Eat. Sweat. Play: How Sport Can Change Our Lives by Anna Kessel, is the book that’ll make you sportier.

As what exactly does it mean to be a sporty woman today? Over the last few years, exercise for women has gone mainstream, every week there seems to be a new fitness craze to try, boutiques stocking stylish workout clothing are popping up all over the high street and a quick scroll through Instagram delivers more #fitspo than you could ever ask for.

It all sounds great, and you’d be forgiven for thinking that women everywhere were working out and reaping the benefits that an active lifestyle brings. However, it’s arguably an illusion, because there are still so many obstacles for girls and women when it comes to sport. Despite a boost from the phenomenally successful ‘This Girl Can’ campaign, women are still less likely to participate in sport than their male peers, and if they do it’s more likely to be for cosmetic reasons than for the sheer fun of playing games.

Anna Kessel is one of the most influential women in sport, albeit one who opens the introduction of her book by questioning whether she could really write a book about sport.
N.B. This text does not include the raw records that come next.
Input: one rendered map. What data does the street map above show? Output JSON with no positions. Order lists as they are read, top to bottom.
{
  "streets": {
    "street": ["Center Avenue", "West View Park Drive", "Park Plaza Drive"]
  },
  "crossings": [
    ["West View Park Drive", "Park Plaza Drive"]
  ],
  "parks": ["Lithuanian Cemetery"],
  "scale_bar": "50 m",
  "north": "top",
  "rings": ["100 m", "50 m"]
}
Reflecting on how ‘un-sporty’ she was, Anna hit on the very heart of the issue – women are constantly being defined as incompatible with sport. Alien. Odd. Other. Exploring this further, Anna explains how for women, exercise and sport are presented as two distinct entities, one acceptable and the other not so much. Exercise with the goal of physical improvement is revered, it’s what populates our Instagram fees, gets us in the gym and sees us splashing our cash on Lycra. In contrast, sport is stubbornly still cast as unfeminine. Sport isn’t about losing weight or looking good. It’s about competition, aggression and pride. It’s loads of fun, and it’s not for girls.

Our bland acceptance of the idea that women don’t like sport is actually a bit weird. As children we all play, it comes naturally to us, but at some point we begin to believe that it’s not for us and back away from the playing field. But why does it matter? Why do we need to feel like sport is for us? Because sport is powerful. Sport teaches women to take ownership of their bodies, it gives them physical strength and crucially status and respect. Sport helps women realise their potential. That’s why women need to reclaim sport on their own terms and discover the fun and fulfilment it brings.
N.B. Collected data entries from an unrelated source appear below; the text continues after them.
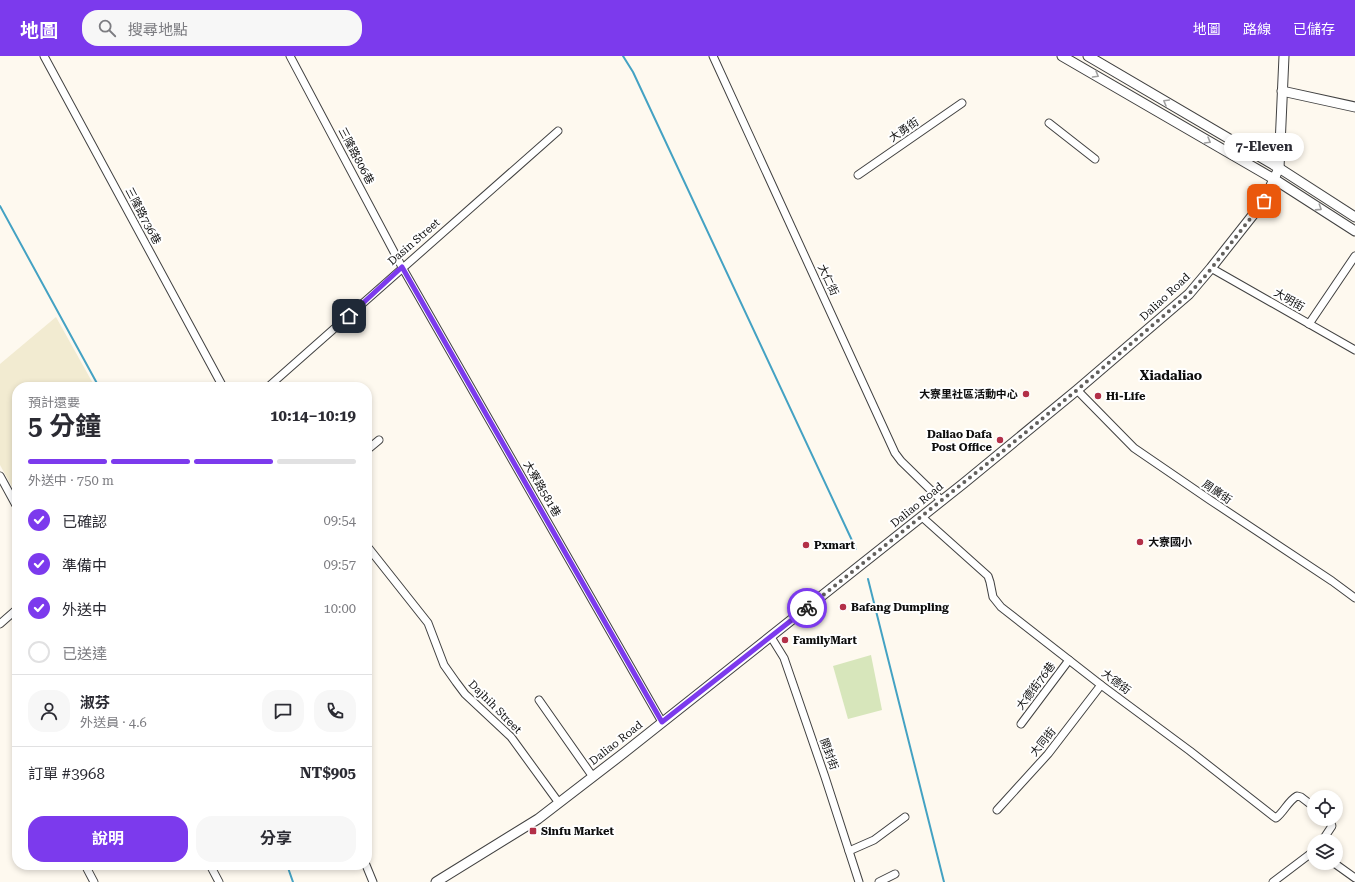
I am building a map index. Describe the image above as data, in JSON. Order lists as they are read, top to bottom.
{
  "streets": {
    "street": [
      "大勇街",
      "三隆路806巷",
      "三隆路736巷",
      "Dasin Street",
      "大仁街",
      "Daliao Road",
      "大明街",
      "大寮路581巷",
      "周廣街",
      "大德街",
      "大德街76巷",
      "Dajhih Street",
      "大同街",
      "開封街"
    ]
  },
  "crossings": [
    ["三隆路806巷", "Dasin Street"],
    ["三隆路806巷", "大寮路581巷"],
    ["Dasin Street", "大寮路581巷"],
    ["大仁街", "Daliao Road"],
    ["Daliao Road", "大明街"],
    ["Daliao Road", "大寮路581巷"],
    ["Daliao Road", "周廣街"],
    ["Daliao Road", "大德街"],
    ["Daliao Road", "Dajhih Street"],
    ["Daliao Road", "開封街"],
    ["大德街", "大德街76巷"],
    ["大德街", "大同街"]
  ],
  "districts": ["Xiadaliao"],
  "places": {
    "other": [
      "7-Eleven",
      "大寮里社區活動中心",
      "Hi-Life",
      "Daliao Dafa Post Office",
      "大寮國小",
      "Pxmart",
      "Bafang Dumpling",
      "FamilyMart"
    ],
    "transit": ["Sinfu Market"]
  },
  "page": {
    "header": "地圖",
    "search": "搜尋地點",
    "nav": ["地圖", "路線", "已儲存"],
    "bubble": "7-Eleven",
    "heading": ["5 分鐘", "預計還要", "10:14–10:19"],
    "panel": [
      "淑芬",
      "外送員 · 4.6",
      "訂單 #3968",
      "NT$905"
    ],
    "bar": "外送中 · 750 m",
    "list": [
      ["已確認", "09:54"],
      ["準備中", "09:57"],
      ["外送中", "10:00"],
      "已送達"
    ],
    "buttons": ["說明", "分享"]
  }
}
Eat.Sweat.Play is a timely health-check on the nation and women’s involvement in sport, which sees Anna Kessel explore some of societies major taboos including body dysmorphia, periods, miscarriage, sex and even the gender pay gap. Eat.Sweat.Play examines why sport became to be seen as a boys club and tells the inspirational story of how women are finally reclaiming sport and, by extension, their own bodies.